There is a secret that no one in Indian business ever talks about openly. That secret is this—a large part, some would argue most, of Indian business is run on what one could call ‘information arbitrage’. That is a polite way of saying projects are, often, won through manipulation rather than competition. It is who you know, what information that person shares with you, and when, that determines the fate of your bottom lines.

Now, one could argue some of this happens in every part of the world, but rare is the place where it has been turned into a fine art over 70 years as it has been in India.

One could argue that the early focus on socialism distorted the system but in fact the problem runs deeper. There are two parts to the problem. One is an innovation issue. Take the automobile manufacturers in the country. Some of the poorest quality cars in the world are mass produced in India, and that industry should be pushing for a complete shift to electric vehicles seeing the murderous air pollution rather than trying to stall the change. The other is persistence of an insider network of ‘family and friends’ that hinder competition, put up insurmountable entry barriers and prevent the cycle of creation and destruction of businesses in India.

A whole range of companies, and their wily founder-owners (one of whom, along with his wife, was trying to fly off to London, leaving behind the wreckage of a company and massive unpaid debt, when they were stopped by authorities in the nick of time) could thrive only because they were able to incessantly manipulate the system, and ensure that they could bend government rules to favour them.

This is the kind of thuggery that nearly destroyed the Indian real estate sector, the washing machine of Indian politics, where every rupee from dark deeds could inevitably emerge as white until the recent collapse. The pyramid scheme which was being run beautifully by business people and politicians has come crashing down, at least in real estate. Most homes that are sold in India are wildly overpriced, not least because the cities they are in are fundamentally foul to live in. This system worked as long as easy cash kept coursing through the system—prices would always rise, there were always buyers at ever higher prices, and everything from land prices to delivery schedules were scammed. And there was always a public sector bank to foot the bill. All it took was a phone call from a politician. Why innovate, why price competitively, why even compete when you could cheat?

A perfect storm is destroying this system slowly but surely. Digitisation is chipping away at some of the customer-facing information arbitrage. Some of the worst offenders in politics are no longer near the highest seats of power. And many Indian customers are refusing to buy shoddy cars and pitiable properties at high prices. As digitisation raises confidence in rental contracts, more and more millennials will see owning a home as a waste of cash just as they now see buying a car.
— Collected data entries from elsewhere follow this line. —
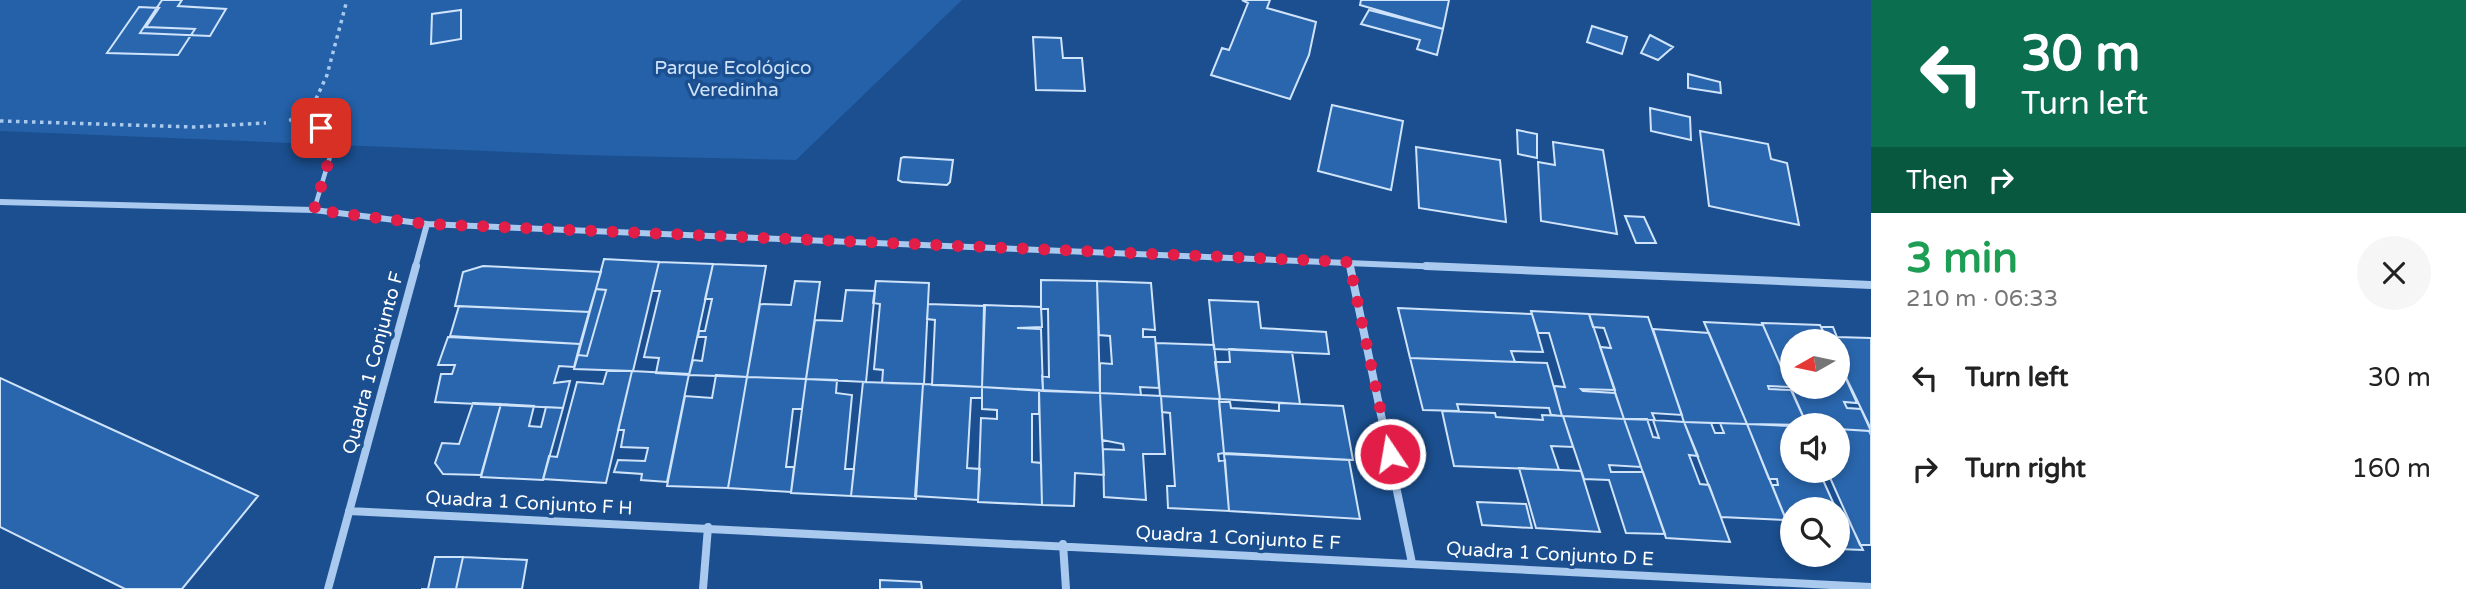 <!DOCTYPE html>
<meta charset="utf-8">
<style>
:root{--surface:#fff;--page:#f6f6f6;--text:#222;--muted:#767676}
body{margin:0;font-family:"Varela Round",sans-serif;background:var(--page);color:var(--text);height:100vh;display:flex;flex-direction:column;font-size:26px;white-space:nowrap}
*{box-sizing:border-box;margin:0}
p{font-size:23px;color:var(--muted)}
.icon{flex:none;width:38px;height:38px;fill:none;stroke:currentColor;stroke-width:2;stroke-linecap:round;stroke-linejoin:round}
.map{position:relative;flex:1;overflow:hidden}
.details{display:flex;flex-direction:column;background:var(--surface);width:595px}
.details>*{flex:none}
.banner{background:#0b6e4f;color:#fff;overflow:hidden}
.needle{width:46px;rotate:261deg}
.buttons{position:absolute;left:1780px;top:329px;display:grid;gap:14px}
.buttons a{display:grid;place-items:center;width:70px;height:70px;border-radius:50%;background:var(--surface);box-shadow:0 4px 10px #0003;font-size:35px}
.pin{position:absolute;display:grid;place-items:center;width:60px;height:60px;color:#fff;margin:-30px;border-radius:14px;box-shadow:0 4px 10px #0006}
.me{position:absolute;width:77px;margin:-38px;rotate:348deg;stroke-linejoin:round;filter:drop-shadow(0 0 5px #0008)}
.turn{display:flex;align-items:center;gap:24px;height:147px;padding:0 35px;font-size:32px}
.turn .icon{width:91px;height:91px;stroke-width:2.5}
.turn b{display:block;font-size:49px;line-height:60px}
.then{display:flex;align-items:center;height:66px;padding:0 35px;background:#0003;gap:14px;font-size:26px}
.round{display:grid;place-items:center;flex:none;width:74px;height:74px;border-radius:37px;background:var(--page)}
.overview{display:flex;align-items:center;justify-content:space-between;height:119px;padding:0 35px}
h1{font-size:42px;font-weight:800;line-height:52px;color:#1e9e55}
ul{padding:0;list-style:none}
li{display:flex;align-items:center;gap:21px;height:91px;padding:0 35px}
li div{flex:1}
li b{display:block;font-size:26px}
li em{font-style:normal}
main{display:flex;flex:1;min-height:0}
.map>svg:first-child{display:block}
.green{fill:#2461a8}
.building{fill:#2a66ad;stroke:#cfe3fa;stroke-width:2}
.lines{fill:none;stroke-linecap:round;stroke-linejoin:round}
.path{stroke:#a9c9ee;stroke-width:3.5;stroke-dasharray:3.5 4.5;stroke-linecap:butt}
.service{stroke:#a9c9ee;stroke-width:4.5}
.minor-far1{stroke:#a9c9ee;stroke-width:6}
.minor{stroke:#a9c9ee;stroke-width:8}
.route{stroke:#e11d48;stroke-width:12;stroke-dasharray:0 21.6}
.labels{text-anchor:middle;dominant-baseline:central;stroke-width:7;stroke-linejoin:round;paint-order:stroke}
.park-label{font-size:19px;fill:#cfe3fa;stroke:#1b4f8f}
.street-label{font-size:19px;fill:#fff;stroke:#1b4f8f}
</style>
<main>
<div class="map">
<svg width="1871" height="589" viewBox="0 0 1871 589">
<rect width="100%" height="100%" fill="#1b4f8f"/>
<path class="green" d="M0,0H962L796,160L581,155L0,131Z"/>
<path class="building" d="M162,0H182L178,6L226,9L210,36L140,33Z
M1242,0H1270L1267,8L1316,22L1309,55L1290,99L1211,75L1222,48L1229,50L1248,3Z
M1361,0H1449L1443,29L1360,5Z
M139,7L159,8L146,27L195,29L178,55L107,53Z
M461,10V39L431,44L432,14Z
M1369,10L1443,29L1437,55L1417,49L1420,40L1361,24Z
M1592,26L1627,37L1622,54L1587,42Z
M1650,35L1673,47L1658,60L1641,53Z
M1033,37L1061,38L1063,58H1082L1085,91L1036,90Z
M1688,74L1720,82L1721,93L1688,88Z
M1332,105L1403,121L1391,190L1318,171Z
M1650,108L1690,117L1691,140L1651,131Z
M1517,130L1537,134V158L1518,154Z
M1700,131L1768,144L1771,159L1787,163L1799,225L1709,206Z
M1553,142L1603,150L1617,234L1541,221L1538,162L1555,165Z
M1416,147L1500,160L1506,222L1419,208Z
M904,157L953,160L950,182L947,185L902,182L898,180L901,158Z
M1625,216L1644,217L1656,243H1636Z
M604,259L659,262L633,371L574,369L578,355L587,356L606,290L596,289Z
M659,262L713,264L689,375L656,373L659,358L644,357L660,291H652Z
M713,264L766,266L747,377L689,375L693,360L702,361L706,337H698L699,331H705L712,299H705Z
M483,266L601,272L589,312L455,306L463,272Z
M1041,280L1097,281L1100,393L1043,391L1042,376L1049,377L1048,309H1041Z
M795,281L820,282L806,379L747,377L760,304L791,305Z
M876,281L929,283L924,384L882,383L883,370L874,369L880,304L873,303Z
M1097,281L1151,283L1155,330L1143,329V337H1155L1159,388L1140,387L1141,395L1100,393V363L1112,364L1110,336L1099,335Z
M596,289L606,290L587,356L578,355Z
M846,290L875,291L866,382L806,379L815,320L842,321Z
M1209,300L1258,302L1261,328L1326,332L1329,354L1214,349Z
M928,304L985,306L982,387L932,385L935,320L927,319Z
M984,305L1041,307L1042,327L1017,328L1041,329L1043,391L982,387Z
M459,306L589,312L580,344L450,336Z
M1398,308L1532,314L1543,352L1511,351L1515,362L1410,358Z
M1531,311L1589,314L1615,390L1581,389L1583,391L1615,393L1624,419L1562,416L1554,386L1565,387L1549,333H1538Z
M1589,314L1648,317L1682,415L1652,413L1655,420L1624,419L1600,347L1611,348L1604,328L1593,327Z
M1704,322L1763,325L1790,387L1768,386L1769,389L1791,390L1807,425L1747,424Z
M1762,323L1820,325L1828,341H1792V387H1838V361L1857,403L1844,402L1847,408L1861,409L1871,431L1838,429V425H1807Z
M1821,327H1833L1837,337L1871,338V429L1838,361V341H1828Z
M1653,329L1709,333L1747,424L1684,422Z
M448,337L580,344L574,367L559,366L554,383L570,381L563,408L435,402L441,374H452L455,365H438Z
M1156,343L1214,345L1220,399L1160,396Z
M1229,349L1292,352L1300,404L1220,399L1215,362H1230Z
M1410,358L1547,363L1562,416L1551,415L1549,408L1457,404L1459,411L1423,410Z
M607,371H632L606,483L543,479L549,456L557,457L577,382L603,384Z
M632,371L689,374L667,482L641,480L642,474L614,472L618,460L645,461L648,448L621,447L624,430H618Z
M716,375L747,377L728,488L667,486L685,396L712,398Z
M747,377L806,379L802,409H793L786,467H794L791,492L728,488Z
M0,378L63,407L258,496L182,589H125L0,527Z
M806,379L837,380L836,393L852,395L845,469H854L851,496L791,493Z
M863,382L923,384L916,499L851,496Z
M923,384L982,387V398H971L967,468L980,469L978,500L915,496Z
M982,387L1039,390V414H1032V462L1041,463L1042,505L978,502L981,418L997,419V410L982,409Z
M1039,390L1100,393L1104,475L1075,473L1074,506L1042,505Z
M1100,393L1161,396L1165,454H1143L1146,500L1104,497L1103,449L1124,450L1123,444L1102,440Z
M1161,396L1219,399L1224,453L1218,454L1219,461L1225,460L1229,511L1168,508L1167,486H1175L1170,413L1162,412Z
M1219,402H1230L1231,408L1279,411V403L1343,406L1353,460L1224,453Z
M473,403L501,404L481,475L443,474L435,463L442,443L459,444Z
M501,404L534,406L529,426L541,427L546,407L563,408L543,480L481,477Z
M1442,411L1495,413L1496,417L1543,420L1542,415L1563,416L1573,447L1551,446L1559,470L1454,466Z
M1563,416L1624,419L1641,467L1609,465L1611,472H1643L1665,534L1626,533L1609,480L1584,479Z
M1624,419H1647L1653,437L1659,438L1653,420L1684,422L1698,456L1689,455L1700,484L1709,485L1730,542L1666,538Z
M1684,422L1711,423L1715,433H1724L1720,423L1747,424L1786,520L1721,517Z
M1747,424L1792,426V471H1819L1836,509H1792V534L1772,485H1778L1777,479H1769Z
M1838,429L1869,431L1871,435V545H1860L1827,471H1838Z
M1224,454L1349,460L1360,519L1229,511Z
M1519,468L1581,471L1600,532L1536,528Z
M1477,502L1526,504L1532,528L1482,525Z
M1838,513L1840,518L1848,519L1863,550L1838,549Z
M435,557H463L456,589H421H428Z
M463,557L527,560L522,589H456Z
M880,580L921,582L922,589H880Z"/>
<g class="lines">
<path class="path" d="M316,99L327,75L347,0
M0,121L194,127L266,123"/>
<path class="service" d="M291,120L307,123L330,135L332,150L314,210"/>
<path class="minor-far1" d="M0,202L314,210L427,224L1467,268
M1349,263L1350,268
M415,268L427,224"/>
<path class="minor" d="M1350,266L1412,563
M1426,266L1871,285
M349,511L1871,587
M1063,544L1066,589
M328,589L416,266
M703,589L708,527"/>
</g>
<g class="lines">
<path class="route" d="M321,128L330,135L332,150L314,210L426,224L1349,262L1390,454"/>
</g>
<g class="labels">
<g class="park-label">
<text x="733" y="68">Parque Ecológico<tspan x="733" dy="22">Veredinha</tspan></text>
</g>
<g class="street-label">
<text transform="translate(373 363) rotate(-75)">Quadra 1 Conjunto F</text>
<text transform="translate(529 503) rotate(3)">Quadra 1 Conjunto F H</text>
<text transform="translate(1238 538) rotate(3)">Quadra 1 Conjunto E F</text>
<text transform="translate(1550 554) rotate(3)">Quadra 1 Conjunto D E</text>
</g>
</g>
</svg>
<div class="buttons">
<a><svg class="needle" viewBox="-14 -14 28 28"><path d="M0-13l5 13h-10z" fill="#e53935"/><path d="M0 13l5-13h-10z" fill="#767676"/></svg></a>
<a><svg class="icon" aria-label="sound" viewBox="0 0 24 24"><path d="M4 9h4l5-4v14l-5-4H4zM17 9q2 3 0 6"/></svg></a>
<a><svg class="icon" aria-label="search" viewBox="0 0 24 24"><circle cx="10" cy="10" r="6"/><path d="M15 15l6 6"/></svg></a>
</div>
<div class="pin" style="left:321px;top:128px;background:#d93025"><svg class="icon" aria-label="arrive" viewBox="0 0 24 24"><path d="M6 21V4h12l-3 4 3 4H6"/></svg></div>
<svg class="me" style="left:1390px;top:454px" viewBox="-20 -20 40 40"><circle r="17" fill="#e11d48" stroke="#fff" stroke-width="3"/><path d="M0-11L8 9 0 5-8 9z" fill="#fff"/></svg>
</div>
<section class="details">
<div class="banner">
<div class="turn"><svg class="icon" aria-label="left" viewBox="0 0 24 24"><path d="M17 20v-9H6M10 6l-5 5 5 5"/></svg><div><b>30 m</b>Turn left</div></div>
<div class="then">Then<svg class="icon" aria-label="right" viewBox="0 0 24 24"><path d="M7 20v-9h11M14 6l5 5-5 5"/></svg></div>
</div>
<div class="overview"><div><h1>3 min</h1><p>210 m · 06:33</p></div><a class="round"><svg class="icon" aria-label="close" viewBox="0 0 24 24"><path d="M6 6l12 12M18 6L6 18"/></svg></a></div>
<ul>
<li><svg class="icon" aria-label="left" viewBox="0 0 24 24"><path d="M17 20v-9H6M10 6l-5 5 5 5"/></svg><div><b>Turn left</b></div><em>30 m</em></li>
<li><svg class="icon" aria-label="right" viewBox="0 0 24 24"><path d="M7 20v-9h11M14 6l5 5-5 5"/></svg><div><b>Turn right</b></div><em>160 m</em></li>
</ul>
</section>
</main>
But the core attributes of mistrust and inward-looking-ness in India’s business climate will take longer to heal. It is a societal issue that goes back at least a couple of hundred years. Let me explain.

As the economic historian Tirthankar Roy explained in The Cambridge History of Capitalism, ancient Indian merchant groups had both kinds of formations—those based on kith and kin, and those purely based on professional engagement.

But the arrival of colonialism turned the gaze of Indian business in many ways inwards, making them insular. The English East India Company also brought in, with its very large purchases, advance contracts of a kind that Indian business had not experienced in large numbers before. This led to many a dispute and as colonial rule and law grew stricter, so did the inward-gazing of business communities here.

“Institutionally speaking, colonialisation had an ambiguous effect upon the business community. The cohesion of kin-based groups had earlier depended on the king as a guarantor of the judicial autonomy of business communities. The company state unwittingly made this guarantee weaker than before by creating new law courts with the power to override community rules,” writes Roy.

“The great paradox of colonial legislation in India was that it adopted a dualist principle to begin with—English common law for Europeans, and by default, communal-religious law for Indians. As a result, while these courts could test and challenge juridical autonomy of the community, the courts also displayed a bias for settling cases in favour of the Indian tradition. Strengthening collective bonds was one of the strategies that individuals adopted when entering unknown forms of enterprise, or transacting with unknown people.”

What was once a colonial response mechanism then grew into one of the most vicious insider networks in the world, aided and abetted by the government for 70 long years.

It is the cleaning of this system that lies at the heart of reforming Indian business. This is an act of spring cleaning which will cause great pain before it leads to a better, more innovative dawn. Expect several so-called giants of Indian business to collapse before a range of sharp, competitive new companies replace them. This is not merely about Indian business but also about a reformation of the nature of trust in Indian society.